Last week the Texas Republican Party held their first in-person convention since 2018, in Houston. They passed a raft of resolutions that has the mainstream media half laughing, half shuddering. What they’re actually doing is engaging in civilizational thinking on a State level.
The Texas Republican platform
Technically the Texas Republican Party platform is only a “report of the Platform Committee.” The Party delegates must finish voting on it, just as a union local must vote on a “tentative agreement.” But the report, for all intents and purposes, is the platform – because almost never does a platform or any plank of it go to a vote and fail of ratification.
That last report is most telling – for it shows that the most important platform plank was not what caused all the negative buzz in the mainstream media. Possibly the most important single plank – Plank 33 (State Sovereignty) – calls for:
- Nullifying any federal law that “infringes upon the Tenth Amendment rights of Texans,” and
- Legislating a referendum on Texas independence.

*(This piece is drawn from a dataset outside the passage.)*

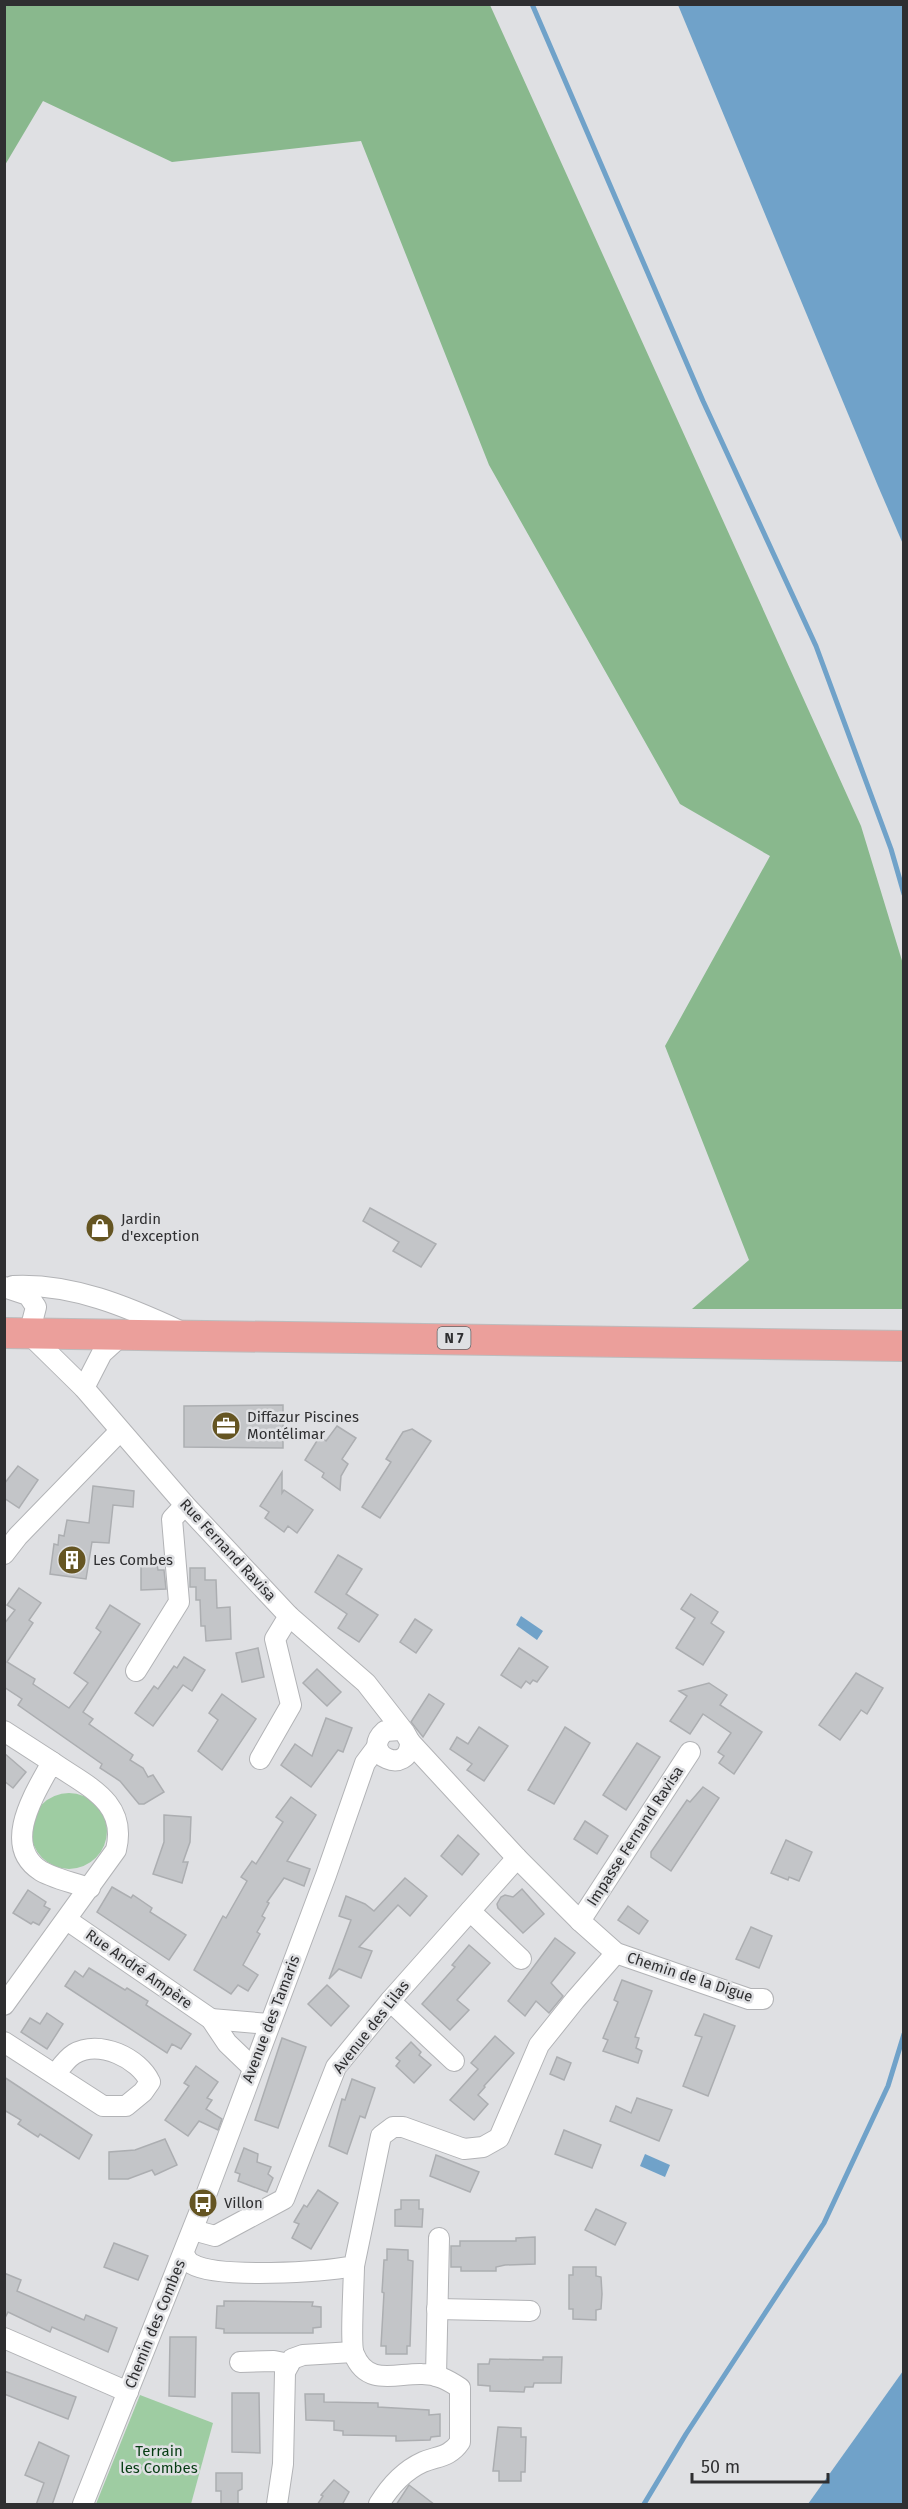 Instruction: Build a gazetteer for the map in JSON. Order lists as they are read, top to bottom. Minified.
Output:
{"streets":{"main road":["N 7"],"street":["Rue Fernand Ravisa","Impasse Fernand Ravisa","Rue André Ampère","Chemin de la Digue","Avenue des Tamaris","Avenue des Lilas","Chemin des Combes"]},"crossings":[["N 7","Rue Fernand Ravisa"],["Rue Fernand Ravisa","Avenue des Tamaris"],["Rue André Ampère","Avenue des Tamaris"],["Avenue des Tamaris","Avenue des Lilas"],["Avenue des Tamaris","Chemin des Combes"]],"parks":["Terrain les Combes"],"places":{"shop":["Jardin d'exception"],"office":["Diffazur Piscines Montélimar"],"building":["Les Combes"],"bus stop":["Villon"]},"scale_bar":"50 m"}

Plank 224 specifically calls for setting up a referendum vote in a fall 2023 general election.
Thus the Texas Republican Party now calls for passing HR 1359, the Texas Independence Referendum Act, or something like it. The Texas House State Affairs Committee “chubbed,” or pigeonholed, that bill. (“To chub,” or “to pigeonhole,” means to refuse to report a bill or even to schedule a hearing.)Since then, most of the “chubbers” lost their primaries.
The Texas Nationalist Movement took credit for those two planks and now calls on its members to “move the rest of Texas.”
Texas Republicans oppose gun control
Separately, delegates cried a resounding “Boo!” on Senator John Cornyn (R-Texas), member of that Gang of Twenty that wrote the Senate Gun Deal. More concretely, Plank 32 calls upon the Texas Legislature to:
- “Repeal and/or nullify the National Firearms Act of 1934 and the Gun Control Act of 1968,”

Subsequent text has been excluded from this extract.